Now, a new study offers unprecedented clues about Betelgeuse. Although previous studies suggested that Betelgeuse might be approaching the end of its life, scientists from the Australian National University say that this is not the case, ad we might need to wait at least another 100,000 years for the supergiant in Orion to die in a fiery explosion that will be visible from Earth.
According to lead author Dr. Meredith Joyce from ANU, not only will Betelgeuse continue shinning in the night sky, but the supergiant may actually be located much closer to Earth than what we believed until now.
Past observations had noticed that the star was behaving oddly, and astronomers had even observed two abnormal drops in brightness since late 2019; this is one of the remain reasons why scientists thought the star was going “kaboom.”
However, an international team of scientists has a different explanation.
As revealed by Dr. Joyce, “we know that a dust cloud caused Betelgeuse’s first dimming event. The second smaller event was probably caused by the star’s pulsation and not another dust cloud, as some had initially proposed.
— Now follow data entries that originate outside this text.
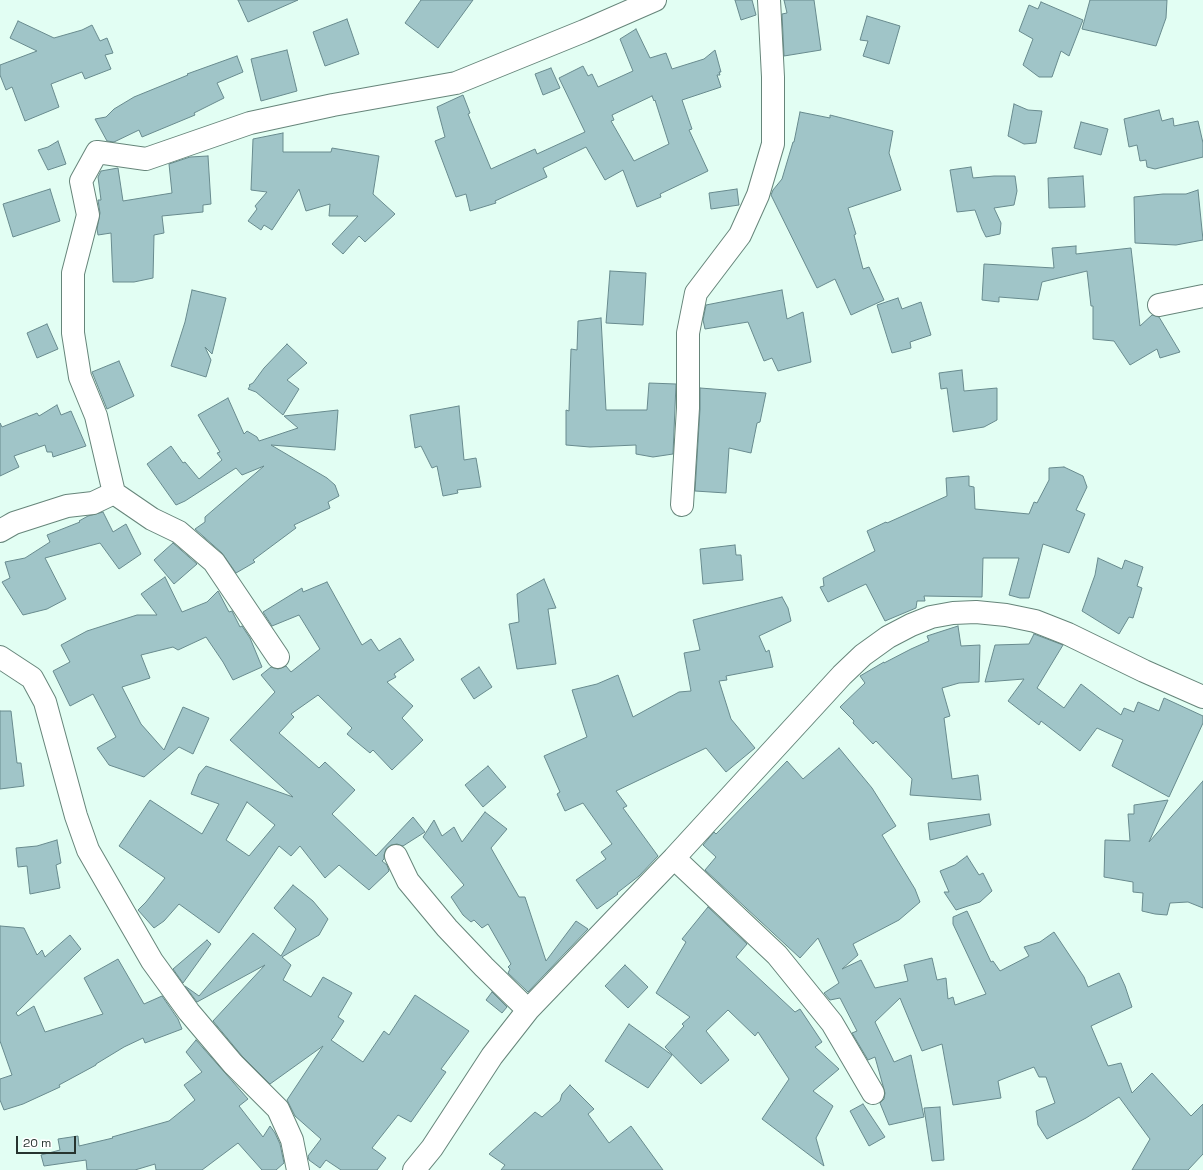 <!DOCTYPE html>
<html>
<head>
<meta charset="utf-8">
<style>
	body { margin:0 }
	#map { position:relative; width:1203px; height:1170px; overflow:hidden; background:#e2fef3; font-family:"Space Grotesk",sans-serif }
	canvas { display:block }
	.scale { position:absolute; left:16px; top:1136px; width:60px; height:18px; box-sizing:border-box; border:2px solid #27342f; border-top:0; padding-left:5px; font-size:12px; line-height:14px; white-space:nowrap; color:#27342f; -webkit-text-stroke:3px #fff; paint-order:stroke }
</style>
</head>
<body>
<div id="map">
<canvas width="1203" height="1170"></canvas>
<div class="scale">20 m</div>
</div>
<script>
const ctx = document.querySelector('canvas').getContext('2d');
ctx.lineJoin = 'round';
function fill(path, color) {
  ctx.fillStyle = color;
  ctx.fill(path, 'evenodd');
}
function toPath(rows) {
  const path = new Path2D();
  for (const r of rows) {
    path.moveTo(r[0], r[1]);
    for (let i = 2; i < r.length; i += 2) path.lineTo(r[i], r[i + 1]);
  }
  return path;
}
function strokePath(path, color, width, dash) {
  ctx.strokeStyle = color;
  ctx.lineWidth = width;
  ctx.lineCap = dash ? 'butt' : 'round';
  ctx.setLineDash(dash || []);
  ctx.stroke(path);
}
const building = toPath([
	[238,0,298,0,248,22,238,0],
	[421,0,473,0,438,48,405,23,421,0],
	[735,0,752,0,756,15,741,20,735,0],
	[784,0,814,0,821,50,784,56,782,14,787,13,784,0],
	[1090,0,1167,0,1166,18,1156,46,1082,29,1090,0],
	[1041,2,1083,20,1069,56,1061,51,1052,77,1039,77,1023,65,1033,39,1019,31,1029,5,1038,9,1041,2],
	[867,16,900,26,889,64,863,56,868,41,860,40,867,16],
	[347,19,359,54,325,66,313,32,347,19],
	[18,21,54,38,82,30,92,25,100,41,107,38,113,53,105,55,111,69,85,79,82,72,51,84,59,107,25,121,12,87,6,90,0,75,0,65,37,51,10,38,18,21],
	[636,29,650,58,666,53,672,69,704,59,715,50,721,72,719,72,720,75,717,75,721,87,682,100,692,129,689,130,708,171,660,194,661,197,637,207,623,170,605,180,586,147,543,168,547,177,495,201,496,203,470,211,466,194,456,197,435,141,445,137,437,107,463,95,470,113,468,114,491,169,535,149,537,154,585,132,559,78,583,66,588,76,592,74,598,87,633,71,620,39,636,29],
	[652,96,654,101,655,100,669,144,634,161,611,121,614,120,612,115,652,96],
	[287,50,297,91,261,101,251,59,287,50],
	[237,56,243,72,217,83,224,98,194,113,195,115,142,137,139,130,114,142,107,141,95,119,106,117,114,109,134,97,188,75,187,74,237,56],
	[551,68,560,88,543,95,535,74,551,68],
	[1014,104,1028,110,1042,111,1036,143,1024,144,1008,136,1014,104],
	[1159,110,1162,121,1173,118,1174,126,1198,121,1203,143,1203,157,1155,169,1147,167,1146,160,1140,161,1137,145,1129,147,1124,119,1159,110],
	[800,112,830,118,830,115,893,131,889,153,901,190,848,208,856,234,854,235,863,269,869,267,884,300,851,315,835,279,817,288,771,195,773,190,782,179,793,142,794,142,800,112],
	[1081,122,1108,129,1101,155,1074,148,1081,122],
	[283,133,283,152,331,152,332,148,379,156,373,194,395,214,365,242,359,236,343,254,332,244,358,216,329,216,330,204,306,211,299,189,272,230,264,225,261,230,248,221,257,209,255,206,267,192,251,190,253,139,283,133],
	[58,141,66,164,48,170,38,150,48,147,58,141],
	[208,156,211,204,203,205,203,212,162,216,164,233,154,235,153,278,134,282,113,282,111,233,98,235,97,229,100,213,98,200,101,200,98,177,101,171,118,168,123,201,172,193,169,164,190,157,208,156],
	[971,167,973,178,994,176,1015,176,1017,191,1014,205,994,208,1001,223,1000,234,986,237,982,229,975,210,957,212,950,170,971,167],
	[1083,176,1085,207,1049,208,1048,178,1083,176],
	[50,189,60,221,13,237,3,204,50,189],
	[737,189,739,205,711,209,709,193,737,189],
	[1198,190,1203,240,1176,245,1135,243,1134,197,1163,194,1186,194,1198,190],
	[1076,246,1076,254,1131,248,1140,326,1152,315,1159,317,1180,352,1160,358,1157,349,1130,365,1114,341,1093,339,1093,306,1091,306,1087,271,1042,282,1038,300,999,297,999,302,982,300,984,264,1054,268,1052,248,1076,246],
	[610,271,646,273,643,325,606,323,610,271],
	[192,290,226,298,212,354,205,347,211,360,206,377,171,366,185,322,192,290],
	[782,290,787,319,803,312,811,362,778,371,772,358,764,361,748,322,705,329,703,320,706,305,782,290],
	[898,298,902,309,921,302,931,335,910,342,911,348,892,353,877,305,898,298],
	[601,318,606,410,647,410,649,383,676,384,673,454,653,457,636,454,636,445,590,447,566,445,566,410,569,411,571,349,577,350,578,321,601,318],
	[47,324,58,349,37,358,27,333,47,324],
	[287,344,307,363,287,380,299,389,283,415,256,392,248,389,250,386,249,385,253,383,264,368,287,344],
	[119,361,134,396,107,409,92,372,119,361],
	[962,370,964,391,997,388,997,420,984,427,953,432,947,388,941,389,939,373,962,370],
	[700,388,766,393,760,422,757,423,751,453,729,448,726,493,695,491,700,409,700,388],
	[228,398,244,434,247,431,257,437,259,441,298,428,284,416,338,410,335,450,271,445,327,478,335,485,339,496,328,502,330,508,294,525,296,528,253,560,255,562,236,573,222,553,195,529,205,522,205,517,264,466,242,475,236,468,185,501,176,505,147,464,171,446,183,463,185,462,199,479,222,460,217,453,220,452,198,415,228,398],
	[57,405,61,415,71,411,86,446,53,457,52,452,47,452,45,445,14,456,19,467,0,476,0,423,2,427,37,413,39,416,57,405],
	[459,406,464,460,476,458,481,487,457,490,458,493,443,496,437,466,432,468,421,446,415,448,410,415,459,406],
	[1064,467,1083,476,1087,487,1076,510,1085,514,1069,553,1043,544,1029,598,1020,598,1009,595,1019,558,983,558,982,597,924,596,925,601,917,601,916,608,885,621,866,584,828,602,820,587,824,586,823,578,875,551,867,531,886,522,887,523,947,496,946,478,969,476,969,486,974,487,975,509,1029,514,1034,502,1037,503,1049,480,1049,468,1064,467],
	[103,512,113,532,126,524,141,554,119,569,100,543,45,558,66,599,47,609,23,615,2,582,10,578,5,562,25,558,50,542,47,535,80,522,79,521,88,516,103,512],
	[173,543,197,564,174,584,154,560,173,543],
	[735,545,736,555,741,555,743,580,703,584,700,549,735,545],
	[1098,558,1122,569,1125,560,1143,567,1137,586,1142,588,1133,618,1129,617,1119,634,1082,611,1095,575,1098,558],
	[165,577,182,612,207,602,218,591,229,612,232,611,240,627,242,626,250,638,262,667,233,680,223,662,206,637,178,650,173,647,141,655,150,678,122,687,141,724,164,750,183,707,209,718,193,754,179,747,144,777,109,765,97,748,116,737,93,694,70,706,53,671,70,662,61,645,87,631,137,615,157,615,141,594,165,577],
	[544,579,556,608,548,609,556,664,517,669,509,624,519,622,517,594,544,579],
	[327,582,362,645,371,639,379,651,400,638,414,660,394,674,396,677,387,682,413,706,402,718,423,740,392,770,373,750,370,753,347,734,352,728,318,695,291,714,294,717,279,733,319,768,325,762,355,790,332,814,376,856,413,817,425,832,403,846,397,844,391,845,386,849,384,855,384,859,382,861,387,865,389,871,369,890,339,865,325,878,300,846,291,856,279,846,219,933,179,904,164,921,154,928,138,910,146,902,165,878,119,846,150,800,202,834,219,804,191,794,199,774,206,766,293,797,230,740,275,692,261,675,271,667,278,669,286,666,291,672,320,649,299,615,272,626,263,612,302,588,303,592,327,582],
	[247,802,275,825,249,856,226,840,247,802],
	[782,597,788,608,791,621,759,636,766,652,769,650,773,667,726,676,727,680,719,681,731,719,755,748,726,772,706,748,616,791,627,806,623,808,658,856,639,876,617,893,618,894,597,909,576,880,606,859,601,852,612,844,583,803,565,811,557,794,560,792,544,756,587,737,572,690,597,684,618,675,633,717,679,692,691,691,684,653,700,650,693,620,782,597],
	[958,626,961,646,980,645,979,682,959,683,942,688,950,716,944,718,952,779,978,775,981,800,910,795,912,779,876,741,873,744,853,723,854,721,840,707,865,683,860,676,884,662,884,663,911,649,929,641,927,636,958,626],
	[1034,634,1063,645,1037,688,1064,708,1081,684,1121,715,1124,708,1134,712,1138,702,1159,711,1164,698,1203,716,1203,723,1169,797,1112,766,1123,740,1097,728,1080,751,1041,721,1039,725,1008,701,1024,679,985,682,995,645,1029,644,1034,634],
	[479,667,492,687,474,699,461,679,479,667],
	[0,711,11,711,17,763,21,763,24,786,0,789,0,711],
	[839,748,872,788,896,826,882,835,915,889,920,902,899,920,853,944,858,955,842,969,861,960,875,988,908,981,904,965,932,958,937,980,946,978,948,999,953,997,955,1005,986,994,953,924,953,917,967,911,991,962,993,961,1000,971,1029,956,1024,947,1040,942,1054,932,1084,977,1088,987,1119,973,1125,986,1132,1007,1091,1026,1108,1066,1121,1063,1132,1093,1152,1073,1191,1116,1203,1104,1203,1154,1188,1170,1132,1170,1150,1139,1119,1097,1086,1118,1047,1139,1038,1125,1036,1111,1055,1103,1046,1077,1039,1077,1034,1067,998,1081,1001,1098,953,1105,942,1044,922,1051,900,998,875,1022,894,1062,911,1055,924,1117,889,1125,880,1103,884,1099,885,1093,875,1057,868,1060,852,1033,857,1031,840,998,830,1000,824,993,839,983,818,938,800,958,705,870,716,857,703,845,714,832,716,834,787,761,803,779,839,748],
	[488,766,506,787,483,807,465,785,488,766],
	[1203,781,1203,908,1188,902,1170,903,1167,915,1155,914,1142,911,1143,893,1133,892,1133,882,1104,877,1105,840,1130,841,1128,814,1134,814,1134,805,1168,800,1149,842,1203,781],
	[485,812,507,829,491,848,519,897,525,897,546,961,576,921,588,929,528,992,508,973,510,969,508,967,511,964,488,924,482,928,474,920,471,922,463,915,451,897,464,885,423,837,434,820,442,836,454,827,462,842,485,812],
	[989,814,991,825,930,840,928,823,989,814],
	[57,840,61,863,56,865,60,888,30,894,27,866,18,867,16,848,37,846,57,840],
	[967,856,979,875,983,873,992,891,980,902,956,910,944,892,949,892,940,871,955,865,967,856],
	[293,885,313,901,328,919,319,935,282,957,291,965,283,980,311,997,323,977,352,993,338,1017,344,1021,333,1038,331,1040,363,1062,384,1031,389,1035,415,995,469,1031,441,1069,446,1072,411,1122,398,1115,372,1148,386,1158,377,1170,341,1170,326,1160,320,1168,309,1160,308,1156,321,1139,295,1116,287,1100,323,1046,270,1084,242,1056,213,1021,265,965,197,1002,185,986,199,996,253,933,281,956,296,929,274,908,293,885],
	[708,907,747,944,736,957,795,1012,800,1009,822,1042,815,1047,839,1069,813,1091,833,1106,816,1138,824,1166,762,1119,789,1079,758,1032,755,1036,728,1010,706,1031,729,1060,701,1084,665,1047,684,1026,682,1024,690,1017,656,993,686,942,682,939,708,907],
	[0,926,24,928,37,955,42,950,45,957,70,935,81,949,16,1013,18,1016,34,1006,45,1032,103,1014,84,978,118,959,144,1004,162,996,178,1019,182,1029,145,1043,143,1038,124,1047,96,1064,96,1065,59,1085,60,1087,23,1104,4,1110,0,1100,0,1079,12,1075,0,1041,0,926],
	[207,940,211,944,183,983,173,969,207,940],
	[625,965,648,987,628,1008,605,986,625,965],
	[492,992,507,1007,502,1013,486,1000,492,992],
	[629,1024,672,1055,648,1088,605,1061,629,1024],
	[196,1040,248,1099,239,1106,263,1137,270,1126,275,1133,280,1144,284,1163,276,1170,262,1170,238,1143,202,1170,156,1170,155,1164,135,1170,87,1170,86,1160,44,1166,41,1155,60,1150,58,1139,78,1136,79,1146,113,1138,112,1137,169,1121,195,1100,184,1085,202,1072,186,1052,196,1040],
	[570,1085,594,1109,588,1114,609,1143,631,1126,663,1170,501,1170,505,1165,489,1154,535,1112,542,1117,560,1101,562,1094,570,1085],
	[863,1104,885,1137,869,1146,850,1111,863,1104],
	[940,1107,944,1160,932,1161,924,1108,940,1107]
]);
const minor = toPath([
	[1159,305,1203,296],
	[114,493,96,416,80,377,73,333,73,273,88,215,81,181,97,152,146,159,250,123,333,105,456,83,584,31,655,0],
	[682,505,688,408,688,333,696,293,740,235,758,195,773,144,773,77,769,0],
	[0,531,14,523,67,506,93,503,114,493,152,519,179,532,214,562,278,657],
	[0,657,32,678,45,702,76,816,88,850,122,909,152,961,189,1012,233,1064,278,1109,292,1140,298,1170],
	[396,856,408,881,447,928,484,967,528,1010],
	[674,858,777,955,832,1023,873,1093],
	[414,1170,432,1148,492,1056,528,1010,674,858,842,675,863,655,888,637,911,625,931,617,953,613,976,612,1006,615,1035,621,1068,634,1144,671,1203,697]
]);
fill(building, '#a0c5c8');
strokePath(building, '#688b8e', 1);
strokePath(minor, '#66857a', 24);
strokePath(minor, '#fff', 22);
</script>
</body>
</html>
To find out more about this event, scientists used hydrodynamic and seismic modeling which allowed them to get a better idea of what may have prompted Betelgeuse to pulsate.
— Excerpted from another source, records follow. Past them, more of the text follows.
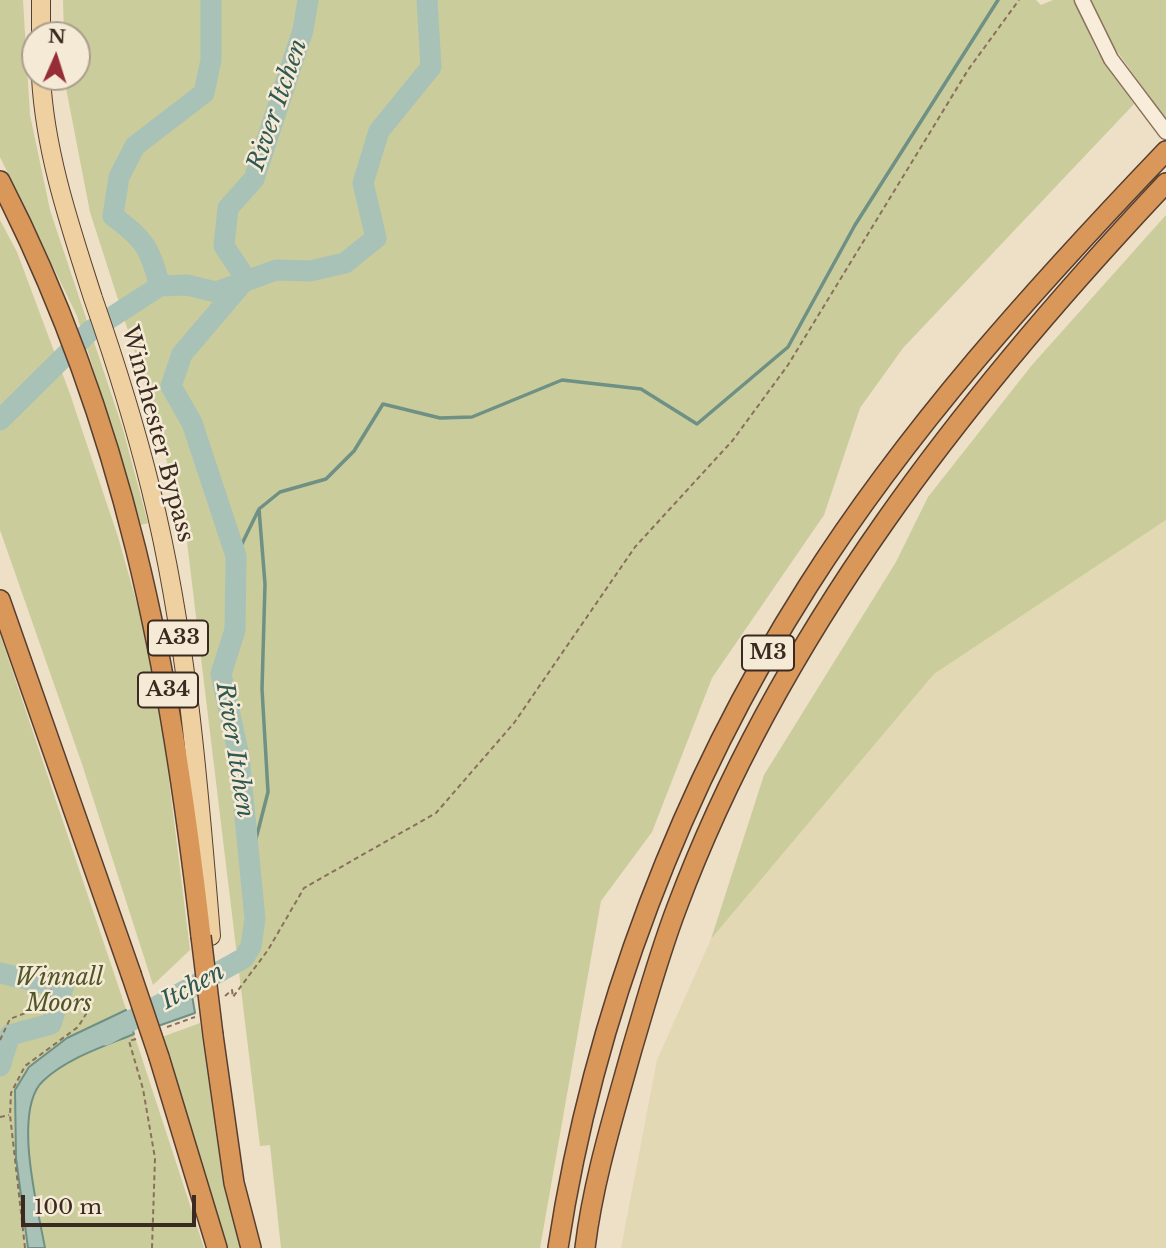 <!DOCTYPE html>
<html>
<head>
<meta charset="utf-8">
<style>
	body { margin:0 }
	#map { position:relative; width:1166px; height:1248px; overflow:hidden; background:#eedfc7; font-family:"Libre Baskerville",serif }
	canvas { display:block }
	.north { position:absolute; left:21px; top:21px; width:70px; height:70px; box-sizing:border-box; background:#f5ead6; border:2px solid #aa9d8d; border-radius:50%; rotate:3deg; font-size:19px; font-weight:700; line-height:28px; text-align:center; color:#3a2a20 }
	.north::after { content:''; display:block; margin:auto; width:24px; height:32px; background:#972e37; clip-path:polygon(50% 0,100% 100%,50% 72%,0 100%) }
	.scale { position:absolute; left:21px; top:1195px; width:175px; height:32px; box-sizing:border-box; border:4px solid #3a2a20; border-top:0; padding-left:9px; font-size:21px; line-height:24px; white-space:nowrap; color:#3a2a20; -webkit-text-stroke:5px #f5ead6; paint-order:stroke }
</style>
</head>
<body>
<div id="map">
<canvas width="1166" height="1248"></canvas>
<div class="north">N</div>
<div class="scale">100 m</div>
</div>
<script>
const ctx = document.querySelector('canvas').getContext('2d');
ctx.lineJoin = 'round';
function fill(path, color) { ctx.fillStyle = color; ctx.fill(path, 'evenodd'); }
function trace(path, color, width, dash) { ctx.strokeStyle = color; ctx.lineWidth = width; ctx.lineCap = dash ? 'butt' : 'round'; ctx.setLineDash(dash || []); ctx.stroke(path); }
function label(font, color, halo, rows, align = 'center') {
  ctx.font = font + ' "Libre Baskerville",serif'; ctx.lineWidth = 5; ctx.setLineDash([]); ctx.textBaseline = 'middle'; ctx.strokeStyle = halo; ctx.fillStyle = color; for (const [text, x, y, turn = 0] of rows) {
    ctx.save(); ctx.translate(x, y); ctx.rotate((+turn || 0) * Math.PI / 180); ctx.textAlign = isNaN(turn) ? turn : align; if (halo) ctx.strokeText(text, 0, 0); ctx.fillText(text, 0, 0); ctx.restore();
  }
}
fill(new Path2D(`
	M1166,520V1248H621L657,1060L711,939L934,674Z`), '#e3d8b4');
fill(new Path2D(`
	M0,0H23L30,115L50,210L122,426L148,523L141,525L77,316L0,157Z
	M63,0H1036L1041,5L1053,0H1075L1097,51L1134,104L903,348L860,408L824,515L712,678L652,832L601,901L540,1248H281L270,1145L260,1146L187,542L156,418L90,212L65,83V77H77V35H64Z
	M1091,0H1166V120L1114,47Z
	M1166,215V520L934,674L711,939L764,775L896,562L928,497L1032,365Z
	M0,220L17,252L70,394L118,537L155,667L190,950L153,985L82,764L0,530Z
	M0,634L130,1021L38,1079L23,1118L41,1248H0Z
	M200,1023L223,1184L241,1248H227L162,1037Z
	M134,1034L204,1248H45C38,1209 12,1110 43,1081C67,1058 105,1046 134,1034Z`), '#cacc9b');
const water = new Path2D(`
	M190,984L195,1013L158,1026L150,1001Z
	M126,1010L134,1034C105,1046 67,1058 43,1081C12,1110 38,1209 45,1248H28L16,1158L15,1090L29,1067L67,1038Z`);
fill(water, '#a8c2b8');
trace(water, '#6e9085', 2);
trace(new Path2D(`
	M236,556L258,511
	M250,862L268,792L262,689L265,584L259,509L280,492L326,479L354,451L383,404L440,418L472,417L562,380L641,389L697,424L788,347L855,225L998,0`), '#6e9085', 3.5);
trace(new Path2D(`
	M246,279L224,246L228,208L254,179L303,30L308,0
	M160,286L187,285L216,292L276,270L310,271L345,263L376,238L363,183L379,131L431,67L427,0
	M0,420L90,331L160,286C149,247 146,241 113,216L119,177L135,146L204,93L211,60V0
	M0,973L63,988L51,1024L10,1035L0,1066
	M105,1035L244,958L251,946L255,919L239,756L221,674L235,630L236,556L192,423L171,386L182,354L246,279`), '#a8c2b8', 21);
const minor = new Path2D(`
	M1082,0L1111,59L1166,132`);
const major = new Path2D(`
	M41,35V0
	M41,77C45,153 70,226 93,298C115,361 135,425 151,490C187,635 199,787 211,936`);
const highway = new Path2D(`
	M0,181C125,424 170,668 201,936
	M0,600L131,974
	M213,1035L234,1183L251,1248
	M159,1057L217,1248
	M558,1248C593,1016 682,784 808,586C909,427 1036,287 1166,151
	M585,1248C593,1181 614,1114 632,1049C646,1002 659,954 677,907C780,632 966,395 1166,183`);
trace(minor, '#89705c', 17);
trace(major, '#573f30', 20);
trace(highway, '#573f30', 22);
trace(new Path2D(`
	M225,996L232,990L233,997L268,950L304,888L436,813L514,723L635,547L733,440L788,365L968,70L1019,0
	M167,1027L195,1017
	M136,1039L129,1041L143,1089L155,1158L152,1248
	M0,1040L10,1019L48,1004L51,989
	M0,1117L9,1115
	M25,1248L10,1115L11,1093L25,1066L78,1027L91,1006`), '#89705c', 2, [5, 3.5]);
trace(minor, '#f8edda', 14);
trace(major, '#efd0a0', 18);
trace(highway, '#da975a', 19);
const highwayBridge = new Path2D(`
	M201,936L213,1035
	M131,974L159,1057`);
trace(highwayBridge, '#573f30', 22, []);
trace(highwayBridge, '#da975a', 19);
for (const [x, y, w] of [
	[178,638,60],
	[768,653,52],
	[168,690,60]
]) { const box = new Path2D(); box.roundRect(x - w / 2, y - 17.5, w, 35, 5); ctx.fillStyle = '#f5ead6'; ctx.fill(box); trace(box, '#3a2a20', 2); }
label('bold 21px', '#3a2a20', null, [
	["A33",178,638],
	["M3",768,653],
	["A34",168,690]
]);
label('23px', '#3a2a20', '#f5ead6', [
	["Winchester Bypass",157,434,75]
]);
label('italic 23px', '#4e5627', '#f5ead6', [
	["Winnall",59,979],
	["Moors",59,1005]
]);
label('italic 24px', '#305953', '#f5ead6', [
	["River Itchen",278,105,-71],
	["River Itchen",234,750,81],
	["Itchen",193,987,-29]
]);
</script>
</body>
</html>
Luckily for us, we will continue admiring Betelgeuse in the night sky for the foreseeable future as the star is currently “burning helium in its core at the moment, which means it’s nowhere near exploding.”
Recent estimates that Betelguese could explore in some 100,000 years.
The new study didn’t only reveal what caused the second dimming event of the supergiant, but it also helped scientists better understand the size of the star and how far away it was located from Earth. (when looking into the universe, we are essentially looking into the past because of the speed of light).
Co-author Dr. László Molnár from the Konkoly Observatory in Budapest revealed that no longer is Betelgeuse’s size such a mystery. Although previous estimates had proposed a size bigger than the orbit of Jupiter around the Sun, the new calculations indicate that the supergiant could extend no more than two-thirds of that, with a radius around 750 times of the sun.
This allowed scientists also to calculate its distances from Earth better.
“Once we had the physical size of the star, we were able to determine the distance from Earth. Our results show it’s a mere 530 light-years from us – 25 percent closer than previous thought,” explained Molnár.
Although this is much closer than initially thought, when the star goes supernova (when it explodes), it won’t cause any harm to Earth, although the vent will probably be a spectacular view observed from the Earth.
“It’s still a huge deal when a supernova goes off. And this is our closest candidate. It gives us a rare opportunity to study what happens to stars like this before they explode,” Dr. Joyce concluded.
The study detailing the new measurements of the size of Betelgeuse and its relative distance from Earth are explained in a study published in The Astrophysical Journal.